### Exercise prompt
Could you reproduce every entry that follows, exactly as shown?

[Dataset entries]
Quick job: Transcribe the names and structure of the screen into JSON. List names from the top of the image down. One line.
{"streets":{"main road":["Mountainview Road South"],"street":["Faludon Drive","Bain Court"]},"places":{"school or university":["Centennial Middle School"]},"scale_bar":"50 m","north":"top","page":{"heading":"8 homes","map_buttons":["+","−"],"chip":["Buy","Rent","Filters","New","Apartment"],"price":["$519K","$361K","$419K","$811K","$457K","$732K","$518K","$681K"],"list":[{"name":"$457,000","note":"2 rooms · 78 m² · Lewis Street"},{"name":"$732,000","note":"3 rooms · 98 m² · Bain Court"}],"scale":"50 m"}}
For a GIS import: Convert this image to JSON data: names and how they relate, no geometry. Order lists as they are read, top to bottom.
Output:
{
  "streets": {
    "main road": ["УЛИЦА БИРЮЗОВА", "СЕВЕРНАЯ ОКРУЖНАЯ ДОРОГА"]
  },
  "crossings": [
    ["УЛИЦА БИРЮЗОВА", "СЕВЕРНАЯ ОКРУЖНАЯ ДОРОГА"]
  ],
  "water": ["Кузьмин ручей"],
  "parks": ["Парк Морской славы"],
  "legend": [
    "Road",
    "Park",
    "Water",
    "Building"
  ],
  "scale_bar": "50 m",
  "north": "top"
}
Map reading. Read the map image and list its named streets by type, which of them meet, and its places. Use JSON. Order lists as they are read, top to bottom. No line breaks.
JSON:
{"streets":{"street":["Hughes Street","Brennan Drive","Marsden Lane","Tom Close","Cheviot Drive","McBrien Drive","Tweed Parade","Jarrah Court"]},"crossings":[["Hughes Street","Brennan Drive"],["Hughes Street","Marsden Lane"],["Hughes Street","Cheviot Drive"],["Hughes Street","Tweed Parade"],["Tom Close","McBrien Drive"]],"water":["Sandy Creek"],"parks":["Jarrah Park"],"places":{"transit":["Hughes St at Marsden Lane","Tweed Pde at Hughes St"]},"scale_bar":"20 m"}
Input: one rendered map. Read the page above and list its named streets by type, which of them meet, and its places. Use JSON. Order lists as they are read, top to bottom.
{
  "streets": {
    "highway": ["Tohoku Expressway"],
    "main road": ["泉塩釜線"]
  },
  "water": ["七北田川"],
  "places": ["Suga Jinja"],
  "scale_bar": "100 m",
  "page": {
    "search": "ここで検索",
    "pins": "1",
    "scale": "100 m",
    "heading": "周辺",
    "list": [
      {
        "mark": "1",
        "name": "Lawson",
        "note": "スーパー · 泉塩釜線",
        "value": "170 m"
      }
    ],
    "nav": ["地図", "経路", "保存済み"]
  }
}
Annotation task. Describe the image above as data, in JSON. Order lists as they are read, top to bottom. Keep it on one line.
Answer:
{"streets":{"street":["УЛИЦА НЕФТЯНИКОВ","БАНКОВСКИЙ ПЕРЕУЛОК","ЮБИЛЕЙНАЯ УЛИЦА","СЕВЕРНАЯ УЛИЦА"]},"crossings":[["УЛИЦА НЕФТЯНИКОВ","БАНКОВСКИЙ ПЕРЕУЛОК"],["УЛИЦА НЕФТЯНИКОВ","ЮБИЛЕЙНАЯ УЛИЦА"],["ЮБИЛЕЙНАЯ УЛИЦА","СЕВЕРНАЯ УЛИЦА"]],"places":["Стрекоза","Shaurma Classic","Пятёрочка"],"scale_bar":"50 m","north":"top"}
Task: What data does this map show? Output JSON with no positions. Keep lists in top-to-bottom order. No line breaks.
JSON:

### Output for this exercise
Quick job: Transcribe the names and structure of the screen into JSON. List names from the top of the image down. One line.
{"streets":{"main road":["Mountainview Road South"],"street":["Faludon Drive","Bain Court"]},"places":{"school or university":["Centennial Middle School"]},"scale_bar":"50 m","north":"top","page":{"heading":"8 homes","map_buttons":["+","−"],"chip":["Buy","Rent","Filters","New","Apartment"],"price":["$519K","$361K","$419K","$811K","$457K","$732K","$518K","$681K"],"list":[{"name":"$457,000","note":"2 rooms · 78 m² · Lewis Street"},{"name":"$732,000","note":"3 rooms · 98 m² · Bain Court"}],"scale":"50 m"}}
For a GIS import: Convert this image to JSON data: names and how they relate, no geometry. Order lists as they are read, top to bottom.
Output:
{
  "streets": {
    "main road": ["УЛИЦА БИРЮЗОВА", "СЕВЕРНАЯ ОКРУЖНАЯ ДОРОГА"]
  },
  "crossings": [
    ["УЛИЦА БИРЮЗОВА", "СЕВЕРНАЯ ОКРУЖНАЯ ДОРОГА"]
  ],
  "water": ["Кузьмин ручей"],
  "parks": ["Парк Морской славы"],
  "legend": [
    "Road",
    "Park",
    "Water",
    "Building"
  ],
  "scale_bar": "50 m",
  "north": "top"
}
Map reading. Read the map image and list its named streets by type, which of them meet, and its places. Use JSON. Order lists as they are read, top to bottom. No line breaks.
JSON:
{"streets":{"street":["Hughes Street","Brennan Drive","Marsden Lane","Tom Close","Cheviot Drive","McBrien Drive","Tweed Parade","Jarrah Court"]},"crossings":[["Hughes Street","Brennan Drive"],["Hughes Street","Marsden Lane"],["Hughes Street","Cheviot Drive"],["Hughes Street","Tweed Parade"],["Tom Close","McBrien Drive"]],"water":["Sandy Creek"],"parks":["Jarrah Park"],"places":{"transit":["Hughes St at Marsden Lane","Tweed Pde at Hughes St"]},"scale_bar":"20 m"}
Input: one rendered map. Read the page above and list its named streets by type, which of them meet, and its places. Use JSON. Order lists as they are read, top to bottom.
{
  "streets": {
    "highway": ["Tohoku Expressway"],
    "main road": ["泉塩釜線"]
  },
  "water": ["七北田川"],
  "places": ["Suga Jinja"],
  "scale_bar": "100 m",
  "page": {
    "search": "ここで検索",
    "pins": "1",
    "scale": "100 m",
    "heading": "周辺",
    "list": [
      {
        "mark": "1",
        "name": "Lawson",
        "note": "スーパー · 泉塩釜線",
        "value": "170 m"
      }
    ],
    "nav": ["地図", "経路", "保存済み"]
  }
}
Annotation task. Describe the image above as data, in JSON. Order lists as they are read, top to bottom. Keep it on one line.
Answer:
{"streets":{"street":["УЛИЦА НЕФТЯНИКОВ","БАНКОВСКИЙ ПЕРЕУЛОК","ЮБИЛЕЙНАЯ УЛИЦА","СЕВЕРНАЯ УЛИЦА"]},"crossings":[["УЛИЦА НЕФТЯНИКОВ","БАНКОВСКИЙ ПЕРЕУЛОК"],["УЛИЦА НЕФТЯНИКОВ","ЮБИЛЕЙНАЯ УЛИЦА"],["ЮБИЛЕЙНАЯ УЛИЦА","СЕВЕРНАЯ УЛИЦА"]],"places":["Стрекоза","Shaurma Classic","Пятёрочка"],"scale_bar":"50 m","north":"top"}
Task: What data does this map show? Output JSON with no positions. Keep lists in top-to-bottom order. No line breaks.
JSON:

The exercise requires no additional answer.